Collaboration is multi-lingual

Translation as the atomic work of collaboration

Ezekiel

3/26/20261 min read

A group of colorful speech bubbles on a wooden wall
A group of colorful speech bubbles on a wooden wall

Every discipline speaks its own language. This sounds obvious, but I think we underestimate how much it explains when collaboration breaks down.

A clinician tells you their patients keep calling the after-hours line for things that aren't urgent. What they're saying is: I'm overwhelmed and this workflow isn't sustainable. But if you relay that to leadership as "nurses are frustrated with call volumes," nothing happens. It sounds like a complaint. If instead you frame it as a utilisation pattern that suggests a gap in daytime anticipatory planning, suddenly it's actionable. Same underlying reality. Different language. Different outcome.

Being a good translator requires something slightly uncomfortable: you have to accept that faithfulness to someone's exact words is sometimes less useful than faithfulness to what they meant.

Clinicians think in patients. Policymakers think in populations. Finance thinks in margins. They're often looking at the same problem and not recognising it, because each side is describing it in a language the other doesn't speak fluently. Most failures in cross-functional work aren't about people not listening to each other.
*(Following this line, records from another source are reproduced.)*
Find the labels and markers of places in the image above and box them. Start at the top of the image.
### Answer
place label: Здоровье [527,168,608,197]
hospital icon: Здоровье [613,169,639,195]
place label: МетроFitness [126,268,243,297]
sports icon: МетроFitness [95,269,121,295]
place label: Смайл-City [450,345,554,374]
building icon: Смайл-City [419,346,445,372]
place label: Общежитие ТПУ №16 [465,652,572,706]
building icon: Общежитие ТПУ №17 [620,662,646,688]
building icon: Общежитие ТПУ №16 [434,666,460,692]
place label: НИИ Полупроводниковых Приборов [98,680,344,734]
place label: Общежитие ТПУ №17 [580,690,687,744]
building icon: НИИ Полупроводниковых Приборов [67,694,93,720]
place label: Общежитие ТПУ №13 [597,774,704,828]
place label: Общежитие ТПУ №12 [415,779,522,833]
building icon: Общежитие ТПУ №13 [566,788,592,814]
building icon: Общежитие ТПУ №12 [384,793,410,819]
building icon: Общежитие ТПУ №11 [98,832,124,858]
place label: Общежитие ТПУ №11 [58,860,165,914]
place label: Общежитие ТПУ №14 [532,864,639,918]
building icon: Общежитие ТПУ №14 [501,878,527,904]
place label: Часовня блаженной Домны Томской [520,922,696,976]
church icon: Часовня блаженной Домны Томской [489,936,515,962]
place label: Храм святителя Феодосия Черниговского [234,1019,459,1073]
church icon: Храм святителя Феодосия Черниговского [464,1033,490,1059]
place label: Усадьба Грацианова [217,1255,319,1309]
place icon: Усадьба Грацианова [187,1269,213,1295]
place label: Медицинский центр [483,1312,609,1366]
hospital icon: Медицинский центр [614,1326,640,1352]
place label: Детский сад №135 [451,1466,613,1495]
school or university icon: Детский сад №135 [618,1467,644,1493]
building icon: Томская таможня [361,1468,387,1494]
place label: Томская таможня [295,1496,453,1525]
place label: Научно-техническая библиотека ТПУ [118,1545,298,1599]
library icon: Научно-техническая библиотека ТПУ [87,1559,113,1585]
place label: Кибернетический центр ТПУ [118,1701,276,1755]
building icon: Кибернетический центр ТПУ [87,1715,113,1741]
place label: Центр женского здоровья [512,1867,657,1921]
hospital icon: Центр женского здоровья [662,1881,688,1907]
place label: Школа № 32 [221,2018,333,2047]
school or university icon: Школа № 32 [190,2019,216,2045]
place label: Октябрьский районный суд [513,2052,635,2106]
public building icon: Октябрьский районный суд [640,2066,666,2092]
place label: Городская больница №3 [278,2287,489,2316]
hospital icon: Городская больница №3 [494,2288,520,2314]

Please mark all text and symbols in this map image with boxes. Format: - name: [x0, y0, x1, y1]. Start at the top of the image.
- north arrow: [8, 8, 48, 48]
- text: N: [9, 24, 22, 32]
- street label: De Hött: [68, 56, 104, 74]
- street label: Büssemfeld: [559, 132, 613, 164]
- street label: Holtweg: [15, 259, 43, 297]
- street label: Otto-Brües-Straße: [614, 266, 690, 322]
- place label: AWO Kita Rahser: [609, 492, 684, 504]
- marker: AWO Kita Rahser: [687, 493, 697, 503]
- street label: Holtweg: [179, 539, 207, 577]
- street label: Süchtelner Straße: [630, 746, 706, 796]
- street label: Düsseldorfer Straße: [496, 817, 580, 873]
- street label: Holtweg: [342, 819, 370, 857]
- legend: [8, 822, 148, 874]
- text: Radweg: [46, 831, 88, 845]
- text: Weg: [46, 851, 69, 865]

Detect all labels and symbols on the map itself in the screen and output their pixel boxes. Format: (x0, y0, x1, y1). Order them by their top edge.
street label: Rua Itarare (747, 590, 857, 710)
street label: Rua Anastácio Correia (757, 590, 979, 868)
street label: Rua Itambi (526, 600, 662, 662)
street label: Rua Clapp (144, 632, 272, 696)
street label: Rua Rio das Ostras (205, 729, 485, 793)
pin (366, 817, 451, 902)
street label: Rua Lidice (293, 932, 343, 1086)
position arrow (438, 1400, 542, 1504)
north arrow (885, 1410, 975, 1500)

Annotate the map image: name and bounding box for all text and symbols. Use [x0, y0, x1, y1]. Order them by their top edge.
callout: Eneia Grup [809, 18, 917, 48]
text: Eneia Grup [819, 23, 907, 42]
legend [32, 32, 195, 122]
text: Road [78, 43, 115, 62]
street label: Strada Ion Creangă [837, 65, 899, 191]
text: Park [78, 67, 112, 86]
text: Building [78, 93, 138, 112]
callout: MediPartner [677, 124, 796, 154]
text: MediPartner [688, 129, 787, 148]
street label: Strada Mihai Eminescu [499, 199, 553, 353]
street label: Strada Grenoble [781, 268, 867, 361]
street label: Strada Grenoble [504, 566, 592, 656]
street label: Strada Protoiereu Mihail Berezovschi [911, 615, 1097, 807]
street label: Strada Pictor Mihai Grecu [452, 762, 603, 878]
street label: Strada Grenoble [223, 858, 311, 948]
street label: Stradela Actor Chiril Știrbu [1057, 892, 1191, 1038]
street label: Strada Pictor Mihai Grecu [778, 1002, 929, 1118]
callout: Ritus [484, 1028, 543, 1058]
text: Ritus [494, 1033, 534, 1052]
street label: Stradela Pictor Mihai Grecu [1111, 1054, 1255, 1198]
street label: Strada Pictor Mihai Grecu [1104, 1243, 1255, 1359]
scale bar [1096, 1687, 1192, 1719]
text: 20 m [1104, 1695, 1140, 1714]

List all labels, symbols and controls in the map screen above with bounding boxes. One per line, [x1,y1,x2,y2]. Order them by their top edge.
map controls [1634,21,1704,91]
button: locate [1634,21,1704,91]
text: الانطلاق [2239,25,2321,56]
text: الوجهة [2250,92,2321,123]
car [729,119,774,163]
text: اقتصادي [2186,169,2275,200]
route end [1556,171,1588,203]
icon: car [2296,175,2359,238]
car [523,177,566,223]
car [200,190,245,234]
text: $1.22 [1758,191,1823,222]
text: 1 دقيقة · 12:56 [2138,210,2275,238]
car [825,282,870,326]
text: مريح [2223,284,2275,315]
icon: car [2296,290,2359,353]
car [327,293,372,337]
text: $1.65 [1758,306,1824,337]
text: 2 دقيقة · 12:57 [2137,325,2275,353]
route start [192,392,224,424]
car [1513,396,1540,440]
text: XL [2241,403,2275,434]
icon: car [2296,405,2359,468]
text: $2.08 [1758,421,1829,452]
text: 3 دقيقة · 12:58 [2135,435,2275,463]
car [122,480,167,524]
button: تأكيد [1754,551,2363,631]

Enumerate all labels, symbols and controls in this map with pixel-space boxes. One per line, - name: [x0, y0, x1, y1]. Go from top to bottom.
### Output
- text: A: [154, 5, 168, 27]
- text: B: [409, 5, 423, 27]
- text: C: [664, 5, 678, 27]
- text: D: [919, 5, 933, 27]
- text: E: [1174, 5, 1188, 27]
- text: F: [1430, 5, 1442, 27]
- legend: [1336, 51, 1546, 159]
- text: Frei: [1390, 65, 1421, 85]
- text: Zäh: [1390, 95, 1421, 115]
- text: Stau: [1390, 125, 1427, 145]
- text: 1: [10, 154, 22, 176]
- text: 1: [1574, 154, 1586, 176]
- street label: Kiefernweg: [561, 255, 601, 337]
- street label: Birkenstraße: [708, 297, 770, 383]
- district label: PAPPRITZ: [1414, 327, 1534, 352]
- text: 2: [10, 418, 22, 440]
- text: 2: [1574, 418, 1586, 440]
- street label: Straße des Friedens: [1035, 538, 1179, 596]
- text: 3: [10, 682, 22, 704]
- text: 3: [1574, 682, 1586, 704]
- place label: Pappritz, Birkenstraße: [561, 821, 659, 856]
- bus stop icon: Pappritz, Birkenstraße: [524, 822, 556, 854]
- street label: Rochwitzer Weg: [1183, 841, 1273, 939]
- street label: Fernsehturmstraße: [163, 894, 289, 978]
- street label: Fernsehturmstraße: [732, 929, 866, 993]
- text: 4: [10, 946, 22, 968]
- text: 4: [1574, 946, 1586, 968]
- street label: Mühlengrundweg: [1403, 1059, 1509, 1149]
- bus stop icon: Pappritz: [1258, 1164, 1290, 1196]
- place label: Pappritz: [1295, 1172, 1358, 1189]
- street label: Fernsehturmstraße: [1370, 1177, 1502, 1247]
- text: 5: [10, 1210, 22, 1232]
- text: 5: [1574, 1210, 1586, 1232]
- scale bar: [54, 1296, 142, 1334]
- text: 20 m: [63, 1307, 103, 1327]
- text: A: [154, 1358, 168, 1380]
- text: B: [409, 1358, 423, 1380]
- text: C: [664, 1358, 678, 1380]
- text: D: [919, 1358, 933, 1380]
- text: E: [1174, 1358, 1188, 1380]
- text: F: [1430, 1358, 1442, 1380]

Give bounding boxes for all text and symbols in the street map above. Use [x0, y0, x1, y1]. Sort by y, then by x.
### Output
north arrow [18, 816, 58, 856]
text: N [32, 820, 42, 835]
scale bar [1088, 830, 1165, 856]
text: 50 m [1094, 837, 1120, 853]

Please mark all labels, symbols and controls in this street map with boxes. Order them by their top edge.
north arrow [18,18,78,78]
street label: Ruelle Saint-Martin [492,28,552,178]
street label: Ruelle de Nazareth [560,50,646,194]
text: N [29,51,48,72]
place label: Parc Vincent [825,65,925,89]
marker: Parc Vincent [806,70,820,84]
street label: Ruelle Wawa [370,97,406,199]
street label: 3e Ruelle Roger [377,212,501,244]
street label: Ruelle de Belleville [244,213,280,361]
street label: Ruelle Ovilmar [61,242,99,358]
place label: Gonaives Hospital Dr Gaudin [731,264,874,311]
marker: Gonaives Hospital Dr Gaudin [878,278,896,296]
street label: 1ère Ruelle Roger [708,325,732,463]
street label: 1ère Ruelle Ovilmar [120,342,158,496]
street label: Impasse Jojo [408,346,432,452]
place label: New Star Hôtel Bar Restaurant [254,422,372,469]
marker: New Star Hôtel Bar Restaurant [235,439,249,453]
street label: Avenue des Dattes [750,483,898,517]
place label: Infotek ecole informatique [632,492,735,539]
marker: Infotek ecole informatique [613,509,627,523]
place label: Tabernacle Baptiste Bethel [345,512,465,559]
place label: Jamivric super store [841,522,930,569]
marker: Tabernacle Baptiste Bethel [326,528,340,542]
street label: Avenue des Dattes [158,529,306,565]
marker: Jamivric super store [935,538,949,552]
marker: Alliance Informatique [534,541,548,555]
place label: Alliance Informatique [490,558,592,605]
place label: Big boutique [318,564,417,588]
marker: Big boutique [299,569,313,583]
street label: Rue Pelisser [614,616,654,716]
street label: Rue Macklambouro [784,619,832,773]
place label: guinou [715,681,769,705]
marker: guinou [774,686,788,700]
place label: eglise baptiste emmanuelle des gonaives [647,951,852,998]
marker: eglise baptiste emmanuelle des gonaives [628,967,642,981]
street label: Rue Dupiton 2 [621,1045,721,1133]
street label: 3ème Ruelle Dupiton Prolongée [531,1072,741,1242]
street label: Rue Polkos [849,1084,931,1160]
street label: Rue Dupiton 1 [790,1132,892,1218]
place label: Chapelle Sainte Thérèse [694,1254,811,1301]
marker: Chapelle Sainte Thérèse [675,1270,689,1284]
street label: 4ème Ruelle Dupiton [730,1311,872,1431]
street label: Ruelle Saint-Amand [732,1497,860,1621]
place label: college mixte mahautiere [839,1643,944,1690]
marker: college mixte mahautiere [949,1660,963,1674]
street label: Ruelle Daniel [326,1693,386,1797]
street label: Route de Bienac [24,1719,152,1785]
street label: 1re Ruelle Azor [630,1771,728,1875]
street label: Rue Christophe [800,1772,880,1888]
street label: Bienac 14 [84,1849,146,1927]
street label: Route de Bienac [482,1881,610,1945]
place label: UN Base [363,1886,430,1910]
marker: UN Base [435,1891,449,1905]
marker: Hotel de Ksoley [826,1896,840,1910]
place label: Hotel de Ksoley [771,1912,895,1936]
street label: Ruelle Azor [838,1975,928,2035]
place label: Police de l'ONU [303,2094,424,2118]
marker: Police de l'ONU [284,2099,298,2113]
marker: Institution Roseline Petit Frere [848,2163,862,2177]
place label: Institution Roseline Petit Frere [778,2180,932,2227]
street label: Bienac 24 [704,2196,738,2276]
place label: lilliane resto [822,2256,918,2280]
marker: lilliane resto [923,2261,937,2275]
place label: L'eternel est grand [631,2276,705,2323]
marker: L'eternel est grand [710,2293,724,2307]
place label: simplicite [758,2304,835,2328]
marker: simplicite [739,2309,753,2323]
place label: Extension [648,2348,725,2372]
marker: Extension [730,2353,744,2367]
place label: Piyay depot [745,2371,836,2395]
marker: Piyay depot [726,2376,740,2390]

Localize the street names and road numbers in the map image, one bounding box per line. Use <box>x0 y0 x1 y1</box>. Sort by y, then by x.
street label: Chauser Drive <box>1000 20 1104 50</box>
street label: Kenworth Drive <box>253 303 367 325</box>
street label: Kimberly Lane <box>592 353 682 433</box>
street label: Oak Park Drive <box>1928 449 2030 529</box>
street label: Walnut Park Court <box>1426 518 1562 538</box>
They're about people listening perfectly, then repeating what they heard to an audience that operates in entirely different terms.

This is what I've spent most of the last decade doing — sitting between the ground and the system, translating in both directions. I've come to believe it's the atomic unit of collaboration: it is the building block to big strategies and the requirement for clever frameworks. Small, repeated act of reshaping what one side is saying so the other side can actually hear it.